Let’s start with the one point Yee makes about gamers that isn’t completely objectionable: we have no credibility in this debate. Superficially, that’s a sound argument: we’re biased. You wouldn’t ask an alcoholic for his opinion on prohibition, right? But here’s where Yee’s argument falls apart — gamers aren’t alcoholics. Alcoholics have a problem — a dependance on alcohol that negatively impacts their life. They are addicted to alcohol and will not behave rationally if its taken away from them. Gamers are just people who play video games, no different than people who listen to music or watch movies. If some motion were being made against music, would you say that music lovers have no credibility in the debate? Besides, who else will speak out on behalf of games other than gamers? I don’t see people with no interest in video games stepping up to the plate any time soon.
Also, Senator Yee might not realize it, but that sword he’s waving can cut both ways. If parties with a vested interest in video games are not credible, than what about parties that are willfully ignorant on the subject? Yee is far from some uneducated yahoo; he has a Ph.D. in Child Psychology from the University of Hawaii and was formerly President of the San Francisco School Board. Despite this, he ignores the fact that, after numerous studies conducted by experts in the field, no correlation has been found between video games and aggression in children. And yet Yee continues to push for legislation against games year after year. Who, then, is less credible? Someone with bias, or someone who stubbornly holds to beliefs that fly in the face of years of evidence?
But Yee didn’t just say that the opinions of gamers should be taken with a grain of salt due to bias; no, he felt the need to antagonize them with aggressive statements.
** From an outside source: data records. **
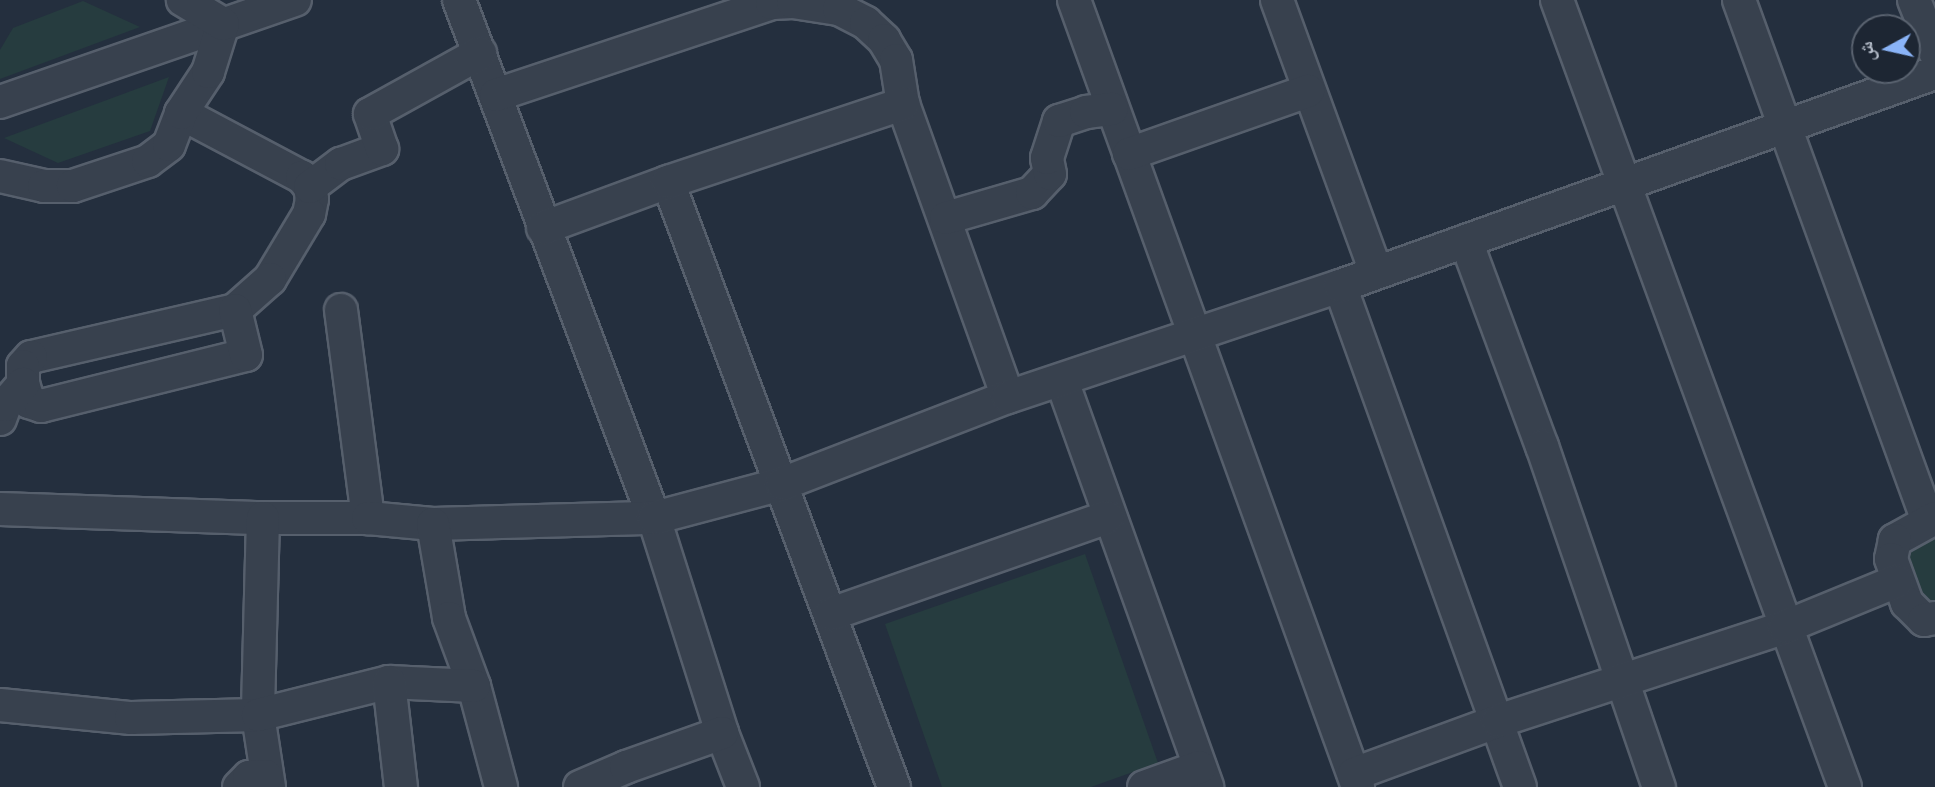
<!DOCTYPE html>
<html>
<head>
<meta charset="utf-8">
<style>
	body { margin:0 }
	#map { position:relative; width:1935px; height:787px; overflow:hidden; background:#242f3e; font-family:Cabin,"Noto Naskh Arabic",sans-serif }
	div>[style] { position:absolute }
	.green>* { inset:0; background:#263c3f }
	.roads { filter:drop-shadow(2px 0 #565f6c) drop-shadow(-2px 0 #565f6c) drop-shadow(0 2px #565f6c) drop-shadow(0 -2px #565f6c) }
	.street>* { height:32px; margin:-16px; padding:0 16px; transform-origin:16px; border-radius:16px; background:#38414e }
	span { translate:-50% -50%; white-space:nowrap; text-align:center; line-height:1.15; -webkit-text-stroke:5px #1d2633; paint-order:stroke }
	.north { position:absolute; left:1851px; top:14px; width:70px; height:70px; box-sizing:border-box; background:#1d2633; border:2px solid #59626f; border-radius:50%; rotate:262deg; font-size:19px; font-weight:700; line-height:28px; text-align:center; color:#b4bcc9 }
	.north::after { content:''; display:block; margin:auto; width:24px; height:32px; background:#8ab4f8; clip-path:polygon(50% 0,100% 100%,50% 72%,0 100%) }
</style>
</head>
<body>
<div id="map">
	<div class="green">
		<i style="clip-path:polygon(83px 1px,140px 27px,0 79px,0 50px,13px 28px)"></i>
		<i style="clip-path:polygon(169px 77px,150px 131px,58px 163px,4px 138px)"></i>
		<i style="clip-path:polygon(1935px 531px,1935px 606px,1927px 609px,1902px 543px)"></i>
		<i style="clip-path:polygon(1085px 554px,1158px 763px,1091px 787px,942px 787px,885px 624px)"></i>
	</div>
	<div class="roads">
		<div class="street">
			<i style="left:459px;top:0;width:553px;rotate:69.37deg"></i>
			<i style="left:654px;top:518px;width:225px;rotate:72.4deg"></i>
			<i style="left:722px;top:733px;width:58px;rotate:68.7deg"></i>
			<i style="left:1074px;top:0;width:837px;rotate:70.16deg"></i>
			<i style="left:1277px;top:0;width:289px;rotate:70deg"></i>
			<i style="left:1557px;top:0;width:838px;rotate:69.9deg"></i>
			<i style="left:1739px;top:0;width:554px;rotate:70.06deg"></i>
			<i style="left:1914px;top:0;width:56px;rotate:68deg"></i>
			<i style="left:496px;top:95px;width:291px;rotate:-18.4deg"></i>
			<i style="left:772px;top:3px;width:21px;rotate:-3deg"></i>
			<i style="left:793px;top:2px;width:47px;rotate:8.7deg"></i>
			<i style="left:839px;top:9px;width:30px;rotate:27deg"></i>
			<i style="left:866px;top:23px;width:25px;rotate:43deg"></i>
			<i style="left:884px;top:40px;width:23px;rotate:59deg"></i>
			<i style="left:896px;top:60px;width:45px;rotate:81deg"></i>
			<i style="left:903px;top:104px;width:311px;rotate:70.3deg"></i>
			<i style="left:0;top:102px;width:312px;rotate:-19.1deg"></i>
			<i style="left:181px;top:113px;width:137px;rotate:27.9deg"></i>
			<i style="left:302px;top:177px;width:13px;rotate:51deg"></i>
			<i style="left:310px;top:187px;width:12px;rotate:81deg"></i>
			<i style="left:312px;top:199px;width:15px;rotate:101deg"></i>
			<i style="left:309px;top:214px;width:76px;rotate:121deg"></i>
			<i style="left:270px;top:279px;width:47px;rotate:138.5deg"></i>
			<i style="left:235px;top:310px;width:209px;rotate:167deg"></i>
			<i style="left:31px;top:357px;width:12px;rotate:132deg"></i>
			<i style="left:23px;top:366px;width:18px;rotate:90deg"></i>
			<i style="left:23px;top:384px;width:19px;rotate:72deg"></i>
			<i style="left:29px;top:402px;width:13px;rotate:18deg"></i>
			<i style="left:41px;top:406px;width:211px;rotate:-14deg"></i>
			<i style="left:246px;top:355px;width:46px;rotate:-103.7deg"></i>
			<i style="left:1129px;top:154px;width:190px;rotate:-19.4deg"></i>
			<i style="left:0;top:176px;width:45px;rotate:12.8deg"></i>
			<i style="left:44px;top:186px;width:29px"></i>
			<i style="left:73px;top:186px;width:79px;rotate:-18.4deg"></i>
			<i style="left:148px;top:161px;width:26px;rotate:-37deg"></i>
			<i style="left:169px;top:145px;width:34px;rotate:-69deg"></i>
			<i style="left:181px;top:113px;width:49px;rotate:-56.6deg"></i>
			<i style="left:208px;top:72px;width:50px;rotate:-72.6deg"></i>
			<i style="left:223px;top:24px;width:47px;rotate:-149deg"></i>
			<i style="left:668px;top:182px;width:646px;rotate:69.52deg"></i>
			<i style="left:310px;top:187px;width:39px;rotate:-37deg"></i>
			<i style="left:341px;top:164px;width:44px;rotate:-20.1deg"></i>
			<i style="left:382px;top:149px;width:37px;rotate:-109deg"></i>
			<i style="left:370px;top:114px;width:126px;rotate:-29deg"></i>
			<i style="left:946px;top:218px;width:90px;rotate:-16.2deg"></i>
			<i style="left:1032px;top:193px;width:26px;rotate:-47deg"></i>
			<i style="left:1050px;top:174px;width:16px;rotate:-101deg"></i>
			<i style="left:1047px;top:158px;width:39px;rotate:-72deg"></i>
			<i style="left:1059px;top:121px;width:28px;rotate:-18deg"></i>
			<i style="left:1086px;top:112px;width:26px;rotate:-7deg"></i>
			<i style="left:543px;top:228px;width:133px;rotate:-20.2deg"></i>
			<i style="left:668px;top:182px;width:248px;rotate:-18.4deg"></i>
			<i style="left:1466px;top:241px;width:219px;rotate:69.7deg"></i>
			<i style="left:1542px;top:446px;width:361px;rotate:71.1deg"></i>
			<i style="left:1340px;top:286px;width:532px;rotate:70.24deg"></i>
			<i style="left:341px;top:310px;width:210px;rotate:82.6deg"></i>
			<i style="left:1062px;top:381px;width:431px;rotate:70.3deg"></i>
			<i style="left:0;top:419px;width:15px;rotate:-70deg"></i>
			<i style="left:5px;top:405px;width:28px;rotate:-49deg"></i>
			<i style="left:0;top:509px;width:263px;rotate:2deg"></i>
			<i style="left:263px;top:518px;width:105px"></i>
			<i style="left:368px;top:518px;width:65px;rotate:5.3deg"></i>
			<i style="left:433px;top:524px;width:221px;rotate:-1.6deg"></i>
			<i style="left:654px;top:518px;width:132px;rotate:-14.9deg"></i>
			<i style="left:782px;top:484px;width:242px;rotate:-21.1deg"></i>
			<i style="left:1008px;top:397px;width:350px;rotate:-18.5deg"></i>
			<i style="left:1340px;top:286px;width:632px;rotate:-19.7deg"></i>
			<i style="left:263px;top:518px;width:197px;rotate:91.5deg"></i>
			<i style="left:258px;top:715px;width:73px;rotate:81.3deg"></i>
			<i style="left:1935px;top:518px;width:46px;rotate:151.2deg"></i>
			<i style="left:1895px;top:540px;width:19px;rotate:102deg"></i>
			<i style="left:1891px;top:559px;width:47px;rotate:70deg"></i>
			<i style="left:1907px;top:603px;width:24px;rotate:45deg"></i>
			<i style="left:1924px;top:620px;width:11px;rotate:-10deg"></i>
			<i style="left:433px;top:524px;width:95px;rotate:80.3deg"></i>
			<i style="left:449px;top:618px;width:72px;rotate:69.8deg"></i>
			<i style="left:474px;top:686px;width:105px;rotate:75deg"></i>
			<i style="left:831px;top:614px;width:293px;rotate:-19.3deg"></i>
			<i style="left:389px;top:682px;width:85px;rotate:2.7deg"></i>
			<i style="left:0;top:705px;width:132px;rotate:5.7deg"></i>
			<i style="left:131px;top:718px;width:127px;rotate:-1.4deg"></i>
			<i style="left:258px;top:715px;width:135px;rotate:-14.1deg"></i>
			<i style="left:389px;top:682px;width:106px;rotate:83.5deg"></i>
			<i style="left:1354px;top:774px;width:153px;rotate:-20.2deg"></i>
			<i style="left:1498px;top:721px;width:302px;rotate:-18.1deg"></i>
			<i style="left:1785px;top:627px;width:121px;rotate:-22.3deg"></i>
			<i style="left:239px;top:787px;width:14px;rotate:-45deg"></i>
			<i style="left:249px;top:777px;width:17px;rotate:-3deg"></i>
			<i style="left:580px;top:787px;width:50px;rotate:-23.5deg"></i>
			<i style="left:626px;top:767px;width:102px;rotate:-19.5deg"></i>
			<i style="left:1144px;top:787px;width:59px;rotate:-19.7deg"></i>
		</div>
	</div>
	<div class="north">ش</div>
</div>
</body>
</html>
His categorization of gamers as deviants when he claims we are motivated by our “lust for violence” suggests we regularly fantasize about bloodshed and that it’s all we can do to get through a day without going on a killing spree. With those three words, Yee has reduced gamers to a caricature of raging, pubescent FPS players who erupt in berserk rages. If such people even do exist, which I won’t deny as a possibility, they are a minority in what is an otherwise psychologically well-adjusted population. You see, gamers aren’t part of some crazed cult living on the fringes of society; they’re as diverse and widespread as music or movie lovers, and they resent being labeled just as much as anyone else.
Regardless of who gamers are, most alarming is the violation of our political right to freedom of speech when Yee demands that gamers “quiet down.” This, coming from an individual who received numerous journalistic awards and in 2006 chaptered a bill into law which aimed to protect student free speech and prohibit school administrators from censoring school newspapers and broadcast journalism. When an apparent champion of journalism and free speech decides that a large segment of the population should be censored because its opinion is biased, alarm bells should be ringing. But maybe I just missed the clause that states that people with dissenting opinions have the right to sit down and shut up. Well, sorry, Yee; we won’t roll over at your command.
Ultimately, Senator Yee’s words do little more than further alienate a segment of the voting population. He can don his armor and keep trying to rally troops for his misguided crusade all he wants; the war is over. The Supreme Court made its ruling. No amount of necromancy will bring that bill, or any similar, back from the grave. Yee can try to devalue our opinion, he can try to demonize us, and he can try to get us to quiet down, but all that’s doing is keeping his attention focused on a scapegoat and away from the numerous studies that disprove his beliefs.